Top of Source material
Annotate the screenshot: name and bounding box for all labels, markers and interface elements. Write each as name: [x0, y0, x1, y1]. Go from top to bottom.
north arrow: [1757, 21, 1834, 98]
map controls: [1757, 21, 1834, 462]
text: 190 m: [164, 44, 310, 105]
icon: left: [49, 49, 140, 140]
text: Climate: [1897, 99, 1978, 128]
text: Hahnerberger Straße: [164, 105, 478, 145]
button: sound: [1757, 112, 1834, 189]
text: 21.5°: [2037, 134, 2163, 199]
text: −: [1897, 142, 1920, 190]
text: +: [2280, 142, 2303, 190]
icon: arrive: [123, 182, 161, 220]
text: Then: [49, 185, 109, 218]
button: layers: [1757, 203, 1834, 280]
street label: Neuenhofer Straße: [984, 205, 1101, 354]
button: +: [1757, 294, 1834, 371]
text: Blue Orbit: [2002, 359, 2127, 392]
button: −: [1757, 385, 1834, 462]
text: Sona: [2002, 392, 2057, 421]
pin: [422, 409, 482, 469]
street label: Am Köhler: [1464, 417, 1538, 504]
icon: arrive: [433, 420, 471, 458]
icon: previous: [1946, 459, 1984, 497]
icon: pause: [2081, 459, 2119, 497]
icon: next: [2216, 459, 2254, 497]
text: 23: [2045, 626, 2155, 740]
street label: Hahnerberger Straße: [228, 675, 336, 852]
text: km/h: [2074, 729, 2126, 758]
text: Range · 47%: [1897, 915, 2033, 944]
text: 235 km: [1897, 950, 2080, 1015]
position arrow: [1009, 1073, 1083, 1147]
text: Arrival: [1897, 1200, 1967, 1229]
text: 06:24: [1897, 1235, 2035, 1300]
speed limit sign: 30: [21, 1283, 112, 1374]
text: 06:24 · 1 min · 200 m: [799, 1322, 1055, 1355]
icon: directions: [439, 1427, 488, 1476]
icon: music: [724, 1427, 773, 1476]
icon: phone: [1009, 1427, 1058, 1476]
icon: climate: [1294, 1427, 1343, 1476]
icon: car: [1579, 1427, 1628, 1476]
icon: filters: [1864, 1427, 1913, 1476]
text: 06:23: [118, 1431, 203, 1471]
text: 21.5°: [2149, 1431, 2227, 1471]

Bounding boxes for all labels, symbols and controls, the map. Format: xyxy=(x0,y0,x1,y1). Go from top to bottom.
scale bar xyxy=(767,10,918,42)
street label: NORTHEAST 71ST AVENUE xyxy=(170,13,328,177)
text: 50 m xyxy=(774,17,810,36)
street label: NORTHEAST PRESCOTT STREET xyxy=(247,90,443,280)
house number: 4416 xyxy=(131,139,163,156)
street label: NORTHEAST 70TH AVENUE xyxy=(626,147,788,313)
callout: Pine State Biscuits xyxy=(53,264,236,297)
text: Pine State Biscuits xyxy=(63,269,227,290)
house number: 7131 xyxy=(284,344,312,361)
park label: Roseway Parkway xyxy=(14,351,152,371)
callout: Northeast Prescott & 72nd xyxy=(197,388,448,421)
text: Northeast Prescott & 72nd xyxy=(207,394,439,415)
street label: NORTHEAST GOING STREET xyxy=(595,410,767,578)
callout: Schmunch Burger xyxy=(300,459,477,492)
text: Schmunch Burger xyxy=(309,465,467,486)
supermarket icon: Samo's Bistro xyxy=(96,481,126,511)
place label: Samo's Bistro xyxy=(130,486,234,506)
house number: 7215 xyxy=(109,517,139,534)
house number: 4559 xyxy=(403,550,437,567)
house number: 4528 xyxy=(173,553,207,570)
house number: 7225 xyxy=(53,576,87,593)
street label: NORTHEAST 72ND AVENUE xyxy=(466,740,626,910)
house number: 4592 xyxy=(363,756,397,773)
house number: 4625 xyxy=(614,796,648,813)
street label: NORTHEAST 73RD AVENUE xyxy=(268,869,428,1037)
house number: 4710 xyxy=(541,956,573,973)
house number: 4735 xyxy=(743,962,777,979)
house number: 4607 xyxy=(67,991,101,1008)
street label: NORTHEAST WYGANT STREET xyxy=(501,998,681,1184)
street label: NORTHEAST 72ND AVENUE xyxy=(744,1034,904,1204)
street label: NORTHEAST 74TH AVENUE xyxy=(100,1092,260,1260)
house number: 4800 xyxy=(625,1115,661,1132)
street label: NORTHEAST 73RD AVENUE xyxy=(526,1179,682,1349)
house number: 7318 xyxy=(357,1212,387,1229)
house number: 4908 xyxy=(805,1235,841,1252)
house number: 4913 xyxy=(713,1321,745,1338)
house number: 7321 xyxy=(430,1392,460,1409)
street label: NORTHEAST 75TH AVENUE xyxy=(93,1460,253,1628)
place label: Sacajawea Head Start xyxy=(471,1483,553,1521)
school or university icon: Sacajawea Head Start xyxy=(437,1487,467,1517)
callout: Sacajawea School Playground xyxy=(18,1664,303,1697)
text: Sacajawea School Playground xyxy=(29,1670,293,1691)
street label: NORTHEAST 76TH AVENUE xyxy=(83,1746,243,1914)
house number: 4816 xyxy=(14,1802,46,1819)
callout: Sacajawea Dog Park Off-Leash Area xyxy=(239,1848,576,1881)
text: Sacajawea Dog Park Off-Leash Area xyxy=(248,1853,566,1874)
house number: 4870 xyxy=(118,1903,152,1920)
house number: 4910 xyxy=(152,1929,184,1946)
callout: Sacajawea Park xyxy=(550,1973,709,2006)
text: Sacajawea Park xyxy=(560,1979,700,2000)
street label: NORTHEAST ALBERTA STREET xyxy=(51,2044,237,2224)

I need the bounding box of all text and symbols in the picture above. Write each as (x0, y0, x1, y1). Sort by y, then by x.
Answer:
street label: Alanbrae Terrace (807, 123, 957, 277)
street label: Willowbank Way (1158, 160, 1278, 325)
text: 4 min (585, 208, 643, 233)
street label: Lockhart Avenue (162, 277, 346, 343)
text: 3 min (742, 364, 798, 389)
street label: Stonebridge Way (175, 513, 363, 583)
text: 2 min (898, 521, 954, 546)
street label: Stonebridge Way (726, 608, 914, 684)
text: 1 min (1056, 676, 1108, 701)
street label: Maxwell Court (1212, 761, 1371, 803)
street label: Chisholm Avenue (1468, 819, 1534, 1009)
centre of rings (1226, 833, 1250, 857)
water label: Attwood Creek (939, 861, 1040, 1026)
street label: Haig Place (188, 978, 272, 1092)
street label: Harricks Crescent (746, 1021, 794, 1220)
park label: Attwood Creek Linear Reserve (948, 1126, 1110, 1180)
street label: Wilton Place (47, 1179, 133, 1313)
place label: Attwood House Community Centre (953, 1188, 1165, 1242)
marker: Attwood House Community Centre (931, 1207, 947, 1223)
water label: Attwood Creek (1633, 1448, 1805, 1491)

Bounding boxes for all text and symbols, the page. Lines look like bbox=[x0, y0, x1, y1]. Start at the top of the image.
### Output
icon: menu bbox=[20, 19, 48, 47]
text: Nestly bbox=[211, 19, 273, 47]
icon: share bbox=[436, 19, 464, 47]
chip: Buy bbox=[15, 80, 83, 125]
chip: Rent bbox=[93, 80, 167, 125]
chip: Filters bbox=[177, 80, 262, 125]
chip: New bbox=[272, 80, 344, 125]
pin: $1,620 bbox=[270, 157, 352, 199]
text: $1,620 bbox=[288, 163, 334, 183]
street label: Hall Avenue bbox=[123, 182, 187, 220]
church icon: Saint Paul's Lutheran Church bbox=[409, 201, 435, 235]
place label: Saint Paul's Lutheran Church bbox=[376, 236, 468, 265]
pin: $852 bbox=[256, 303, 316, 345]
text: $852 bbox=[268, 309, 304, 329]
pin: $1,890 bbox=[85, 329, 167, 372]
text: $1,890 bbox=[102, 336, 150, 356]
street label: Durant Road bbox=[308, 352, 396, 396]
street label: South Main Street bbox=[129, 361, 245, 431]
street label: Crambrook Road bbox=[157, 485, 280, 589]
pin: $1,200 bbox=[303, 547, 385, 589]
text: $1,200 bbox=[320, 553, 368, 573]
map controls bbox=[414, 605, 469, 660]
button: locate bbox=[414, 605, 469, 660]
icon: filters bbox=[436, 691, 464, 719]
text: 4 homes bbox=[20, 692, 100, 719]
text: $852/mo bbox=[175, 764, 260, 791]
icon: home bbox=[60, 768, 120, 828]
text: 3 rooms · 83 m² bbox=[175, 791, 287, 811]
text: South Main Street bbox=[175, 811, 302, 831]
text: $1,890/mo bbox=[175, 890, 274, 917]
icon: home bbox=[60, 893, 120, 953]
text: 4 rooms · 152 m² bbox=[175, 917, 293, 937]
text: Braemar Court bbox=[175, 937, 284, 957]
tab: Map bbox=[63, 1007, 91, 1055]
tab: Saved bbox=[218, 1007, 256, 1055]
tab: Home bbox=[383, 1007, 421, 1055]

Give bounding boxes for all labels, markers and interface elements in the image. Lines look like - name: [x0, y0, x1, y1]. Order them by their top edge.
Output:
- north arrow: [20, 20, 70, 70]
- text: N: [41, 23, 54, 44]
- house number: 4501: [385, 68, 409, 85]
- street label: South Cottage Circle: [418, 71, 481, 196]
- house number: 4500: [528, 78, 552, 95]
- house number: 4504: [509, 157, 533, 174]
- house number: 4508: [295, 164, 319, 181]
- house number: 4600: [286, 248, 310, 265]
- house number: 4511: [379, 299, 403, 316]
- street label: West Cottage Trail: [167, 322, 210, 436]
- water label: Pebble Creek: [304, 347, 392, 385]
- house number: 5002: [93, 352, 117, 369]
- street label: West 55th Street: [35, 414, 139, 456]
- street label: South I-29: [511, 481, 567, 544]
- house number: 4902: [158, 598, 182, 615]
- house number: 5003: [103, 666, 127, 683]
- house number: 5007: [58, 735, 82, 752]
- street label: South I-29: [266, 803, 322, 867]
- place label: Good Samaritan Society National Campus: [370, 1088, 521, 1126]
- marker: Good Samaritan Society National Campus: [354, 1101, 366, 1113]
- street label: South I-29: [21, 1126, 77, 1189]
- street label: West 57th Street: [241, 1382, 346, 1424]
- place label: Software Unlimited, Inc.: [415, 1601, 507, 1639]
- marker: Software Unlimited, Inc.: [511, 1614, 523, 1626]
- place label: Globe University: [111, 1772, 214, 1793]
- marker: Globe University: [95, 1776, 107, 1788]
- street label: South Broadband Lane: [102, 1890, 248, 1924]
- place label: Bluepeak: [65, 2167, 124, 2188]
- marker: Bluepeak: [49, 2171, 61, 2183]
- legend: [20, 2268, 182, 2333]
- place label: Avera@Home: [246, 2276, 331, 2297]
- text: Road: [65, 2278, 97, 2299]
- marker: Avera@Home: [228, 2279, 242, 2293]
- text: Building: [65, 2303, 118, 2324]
Bottom of Source material
— Task statement —
Reproduce all lines from the records above that include the word "West".

— Response area —
- street label: West Cottage Trail: [167, 322, 210, 436]
- street label: West 55th Street: [35, 414, 139, 456]
- street label: West 57th Street: [241, 1382, 346, 1424]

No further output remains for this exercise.